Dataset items
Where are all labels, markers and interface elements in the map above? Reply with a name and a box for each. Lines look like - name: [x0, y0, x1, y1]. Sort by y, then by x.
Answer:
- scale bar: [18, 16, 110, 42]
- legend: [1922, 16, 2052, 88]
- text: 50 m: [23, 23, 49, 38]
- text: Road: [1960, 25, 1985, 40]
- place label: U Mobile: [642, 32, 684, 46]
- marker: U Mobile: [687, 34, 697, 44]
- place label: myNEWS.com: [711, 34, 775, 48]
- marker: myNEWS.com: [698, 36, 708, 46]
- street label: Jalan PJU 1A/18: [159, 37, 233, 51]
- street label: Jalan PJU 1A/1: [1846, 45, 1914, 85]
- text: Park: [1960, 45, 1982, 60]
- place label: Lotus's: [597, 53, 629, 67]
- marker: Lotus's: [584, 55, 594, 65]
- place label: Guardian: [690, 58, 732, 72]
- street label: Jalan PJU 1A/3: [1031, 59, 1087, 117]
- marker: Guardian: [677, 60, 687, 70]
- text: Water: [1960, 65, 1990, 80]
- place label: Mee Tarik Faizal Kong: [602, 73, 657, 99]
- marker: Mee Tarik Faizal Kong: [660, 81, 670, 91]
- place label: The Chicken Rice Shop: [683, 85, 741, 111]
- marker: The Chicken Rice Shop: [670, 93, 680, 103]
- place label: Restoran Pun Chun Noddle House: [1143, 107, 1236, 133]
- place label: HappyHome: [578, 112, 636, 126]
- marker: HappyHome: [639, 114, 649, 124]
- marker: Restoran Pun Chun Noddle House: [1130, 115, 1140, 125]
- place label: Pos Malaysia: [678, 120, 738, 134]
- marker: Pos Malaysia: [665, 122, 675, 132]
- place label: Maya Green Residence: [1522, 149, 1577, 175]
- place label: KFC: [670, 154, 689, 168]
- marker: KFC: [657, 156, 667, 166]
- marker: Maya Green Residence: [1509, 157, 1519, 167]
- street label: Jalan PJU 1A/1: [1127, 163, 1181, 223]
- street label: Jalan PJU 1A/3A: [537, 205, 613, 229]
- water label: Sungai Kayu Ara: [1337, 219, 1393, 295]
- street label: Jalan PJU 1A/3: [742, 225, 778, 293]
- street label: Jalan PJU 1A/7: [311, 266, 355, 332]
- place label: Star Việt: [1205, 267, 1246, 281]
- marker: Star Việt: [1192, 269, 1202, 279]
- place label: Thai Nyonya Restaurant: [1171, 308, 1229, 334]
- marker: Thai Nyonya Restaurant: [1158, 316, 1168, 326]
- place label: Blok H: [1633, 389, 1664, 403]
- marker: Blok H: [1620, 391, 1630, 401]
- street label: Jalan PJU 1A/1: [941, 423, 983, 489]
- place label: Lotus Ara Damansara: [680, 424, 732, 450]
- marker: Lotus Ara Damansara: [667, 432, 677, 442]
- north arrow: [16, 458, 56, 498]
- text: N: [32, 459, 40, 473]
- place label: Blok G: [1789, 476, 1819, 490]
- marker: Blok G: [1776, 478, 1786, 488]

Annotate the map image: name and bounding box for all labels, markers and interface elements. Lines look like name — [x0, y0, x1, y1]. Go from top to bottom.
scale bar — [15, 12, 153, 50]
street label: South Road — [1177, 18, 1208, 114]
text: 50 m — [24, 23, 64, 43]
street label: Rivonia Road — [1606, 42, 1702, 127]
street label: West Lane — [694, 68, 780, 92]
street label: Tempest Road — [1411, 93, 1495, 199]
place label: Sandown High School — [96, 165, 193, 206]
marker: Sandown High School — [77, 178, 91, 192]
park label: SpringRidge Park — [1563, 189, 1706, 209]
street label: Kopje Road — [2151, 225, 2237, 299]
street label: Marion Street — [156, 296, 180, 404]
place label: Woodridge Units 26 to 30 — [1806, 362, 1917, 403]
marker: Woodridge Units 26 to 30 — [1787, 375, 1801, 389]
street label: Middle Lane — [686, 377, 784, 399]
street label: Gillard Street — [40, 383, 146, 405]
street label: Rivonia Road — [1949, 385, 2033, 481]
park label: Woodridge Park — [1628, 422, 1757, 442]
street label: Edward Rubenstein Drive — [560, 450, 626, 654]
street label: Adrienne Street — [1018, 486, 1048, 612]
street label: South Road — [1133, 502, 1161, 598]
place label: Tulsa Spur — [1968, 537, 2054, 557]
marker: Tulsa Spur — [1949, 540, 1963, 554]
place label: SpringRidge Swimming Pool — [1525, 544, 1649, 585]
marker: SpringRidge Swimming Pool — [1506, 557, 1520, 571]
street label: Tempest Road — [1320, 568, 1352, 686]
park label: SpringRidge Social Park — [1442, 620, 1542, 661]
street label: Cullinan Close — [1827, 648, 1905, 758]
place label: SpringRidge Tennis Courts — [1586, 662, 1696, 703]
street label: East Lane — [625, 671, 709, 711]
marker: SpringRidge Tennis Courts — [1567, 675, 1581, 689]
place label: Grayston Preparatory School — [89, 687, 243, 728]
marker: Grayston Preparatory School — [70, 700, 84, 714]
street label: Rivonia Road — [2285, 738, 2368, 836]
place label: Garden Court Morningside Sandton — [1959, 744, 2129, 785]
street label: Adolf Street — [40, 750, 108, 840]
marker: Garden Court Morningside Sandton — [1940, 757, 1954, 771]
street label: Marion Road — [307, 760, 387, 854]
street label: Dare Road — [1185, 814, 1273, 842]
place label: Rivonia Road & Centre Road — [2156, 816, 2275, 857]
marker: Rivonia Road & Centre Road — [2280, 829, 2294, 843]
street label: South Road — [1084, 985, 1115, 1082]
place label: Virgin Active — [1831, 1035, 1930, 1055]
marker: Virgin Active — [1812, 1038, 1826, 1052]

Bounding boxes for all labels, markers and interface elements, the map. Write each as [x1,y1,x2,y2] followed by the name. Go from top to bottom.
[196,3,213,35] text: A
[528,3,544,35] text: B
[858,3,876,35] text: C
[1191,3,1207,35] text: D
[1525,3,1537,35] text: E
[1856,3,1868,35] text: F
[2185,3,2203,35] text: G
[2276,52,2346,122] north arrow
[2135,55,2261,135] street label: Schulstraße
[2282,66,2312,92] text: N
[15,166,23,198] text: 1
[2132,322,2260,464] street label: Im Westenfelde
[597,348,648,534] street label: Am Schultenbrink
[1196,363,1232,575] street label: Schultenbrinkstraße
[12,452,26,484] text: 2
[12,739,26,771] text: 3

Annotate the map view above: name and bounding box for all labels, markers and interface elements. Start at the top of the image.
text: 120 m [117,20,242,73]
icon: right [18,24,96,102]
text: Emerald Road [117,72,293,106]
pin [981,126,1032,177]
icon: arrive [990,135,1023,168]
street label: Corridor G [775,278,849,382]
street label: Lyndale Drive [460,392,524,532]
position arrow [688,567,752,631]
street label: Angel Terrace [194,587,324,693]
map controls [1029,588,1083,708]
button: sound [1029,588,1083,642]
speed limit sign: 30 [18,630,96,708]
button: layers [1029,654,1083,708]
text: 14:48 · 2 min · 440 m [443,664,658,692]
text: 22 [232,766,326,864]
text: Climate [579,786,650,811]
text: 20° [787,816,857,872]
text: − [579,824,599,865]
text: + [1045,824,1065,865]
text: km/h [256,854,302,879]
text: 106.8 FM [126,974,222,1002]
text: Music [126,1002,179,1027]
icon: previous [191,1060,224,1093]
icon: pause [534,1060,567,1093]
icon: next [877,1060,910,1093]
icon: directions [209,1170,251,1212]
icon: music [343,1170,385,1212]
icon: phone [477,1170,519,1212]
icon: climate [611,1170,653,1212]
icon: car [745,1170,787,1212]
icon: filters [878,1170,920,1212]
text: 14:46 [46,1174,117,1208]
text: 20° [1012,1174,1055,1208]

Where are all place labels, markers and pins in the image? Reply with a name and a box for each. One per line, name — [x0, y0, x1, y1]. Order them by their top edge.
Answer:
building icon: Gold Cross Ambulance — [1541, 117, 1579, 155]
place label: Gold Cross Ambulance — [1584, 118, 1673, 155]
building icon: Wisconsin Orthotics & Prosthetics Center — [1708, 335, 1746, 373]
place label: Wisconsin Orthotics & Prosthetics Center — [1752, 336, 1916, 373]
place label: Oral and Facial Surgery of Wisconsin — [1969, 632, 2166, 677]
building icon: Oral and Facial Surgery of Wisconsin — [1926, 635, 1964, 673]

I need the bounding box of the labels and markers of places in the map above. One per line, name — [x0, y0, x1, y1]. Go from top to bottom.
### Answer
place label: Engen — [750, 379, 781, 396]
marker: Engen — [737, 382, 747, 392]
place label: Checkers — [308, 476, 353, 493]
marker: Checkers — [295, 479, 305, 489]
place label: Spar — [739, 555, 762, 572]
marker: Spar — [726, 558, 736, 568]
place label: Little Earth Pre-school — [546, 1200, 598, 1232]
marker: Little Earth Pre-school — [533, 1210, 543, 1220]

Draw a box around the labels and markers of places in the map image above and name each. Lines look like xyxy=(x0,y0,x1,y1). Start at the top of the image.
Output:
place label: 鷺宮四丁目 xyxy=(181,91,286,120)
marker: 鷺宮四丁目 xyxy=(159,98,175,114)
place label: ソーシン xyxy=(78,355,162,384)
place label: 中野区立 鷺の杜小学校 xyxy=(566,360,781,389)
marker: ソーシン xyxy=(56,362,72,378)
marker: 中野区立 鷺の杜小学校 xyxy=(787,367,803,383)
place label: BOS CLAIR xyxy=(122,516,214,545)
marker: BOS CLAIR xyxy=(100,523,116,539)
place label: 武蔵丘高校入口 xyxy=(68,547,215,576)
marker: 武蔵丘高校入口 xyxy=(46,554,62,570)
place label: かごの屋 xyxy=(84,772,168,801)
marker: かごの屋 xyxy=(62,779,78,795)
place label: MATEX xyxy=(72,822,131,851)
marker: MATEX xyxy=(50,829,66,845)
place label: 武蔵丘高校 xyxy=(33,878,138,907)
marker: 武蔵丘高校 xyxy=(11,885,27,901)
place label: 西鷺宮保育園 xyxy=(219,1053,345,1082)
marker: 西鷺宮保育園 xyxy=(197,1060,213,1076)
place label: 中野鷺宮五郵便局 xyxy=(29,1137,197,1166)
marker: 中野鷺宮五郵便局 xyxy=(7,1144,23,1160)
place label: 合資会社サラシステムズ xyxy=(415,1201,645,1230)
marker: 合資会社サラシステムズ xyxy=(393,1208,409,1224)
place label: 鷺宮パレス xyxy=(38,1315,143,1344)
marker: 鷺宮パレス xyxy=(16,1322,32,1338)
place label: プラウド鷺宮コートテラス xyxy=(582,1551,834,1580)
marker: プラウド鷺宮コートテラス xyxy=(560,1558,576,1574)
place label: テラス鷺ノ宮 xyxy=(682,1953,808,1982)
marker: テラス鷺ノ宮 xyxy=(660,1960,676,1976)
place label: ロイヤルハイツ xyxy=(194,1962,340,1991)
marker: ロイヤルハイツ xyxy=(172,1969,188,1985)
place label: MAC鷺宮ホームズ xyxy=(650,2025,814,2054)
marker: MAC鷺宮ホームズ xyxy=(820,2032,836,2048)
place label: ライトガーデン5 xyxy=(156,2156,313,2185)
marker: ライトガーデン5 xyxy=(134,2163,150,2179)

* **Exercise requirements**
Filter on the word "鷺宮パレス": copy each matching line from the entries above.

* **Exercise response**
place label: 鷺宮パレス xyxy=(38,1315,143,1344)
marker: 鷺宮パレス xyxy=(16,1322,32,1338)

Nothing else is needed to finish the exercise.